### Requirement
What lines below mention the word "list"? Copy each one.

### Stored items from a collection

*** Block opens ***

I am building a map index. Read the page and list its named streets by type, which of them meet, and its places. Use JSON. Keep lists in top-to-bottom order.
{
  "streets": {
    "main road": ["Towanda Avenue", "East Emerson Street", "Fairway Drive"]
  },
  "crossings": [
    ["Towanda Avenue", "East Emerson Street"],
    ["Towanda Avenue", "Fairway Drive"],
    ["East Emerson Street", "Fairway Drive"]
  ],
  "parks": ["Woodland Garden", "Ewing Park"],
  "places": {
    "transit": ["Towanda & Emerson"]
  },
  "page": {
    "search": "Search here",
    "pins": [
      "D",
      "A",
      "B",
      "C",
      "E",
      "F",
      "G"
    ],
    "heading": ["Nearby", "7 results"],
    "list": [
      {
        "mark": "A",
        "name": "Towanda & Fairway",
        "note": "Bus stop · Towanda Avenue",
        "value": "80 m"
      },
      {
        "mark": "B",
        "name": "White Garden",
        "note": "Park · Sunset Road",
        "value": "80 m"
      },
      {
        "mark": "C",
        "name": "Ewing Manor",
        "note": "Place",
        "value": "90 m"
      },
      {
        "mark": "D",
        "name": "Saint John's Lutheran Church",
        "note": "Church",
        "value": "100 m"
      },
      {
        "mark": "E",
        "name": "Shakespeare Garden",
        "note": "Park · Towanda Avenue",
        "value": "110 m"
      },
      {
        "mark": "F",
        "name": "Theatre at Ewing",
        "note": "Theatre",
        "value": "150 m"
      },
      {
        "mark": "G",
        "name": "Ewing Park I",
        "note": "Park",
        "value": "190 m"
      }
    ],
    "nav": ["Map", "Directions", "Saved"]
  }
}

*** Block closes ***

### Response to the exercise
I am building a map index. Read the page and list its named streets by type, which of them meet, and its places. Use JSON. Keep lists in top-to-bottom order.
    "list": [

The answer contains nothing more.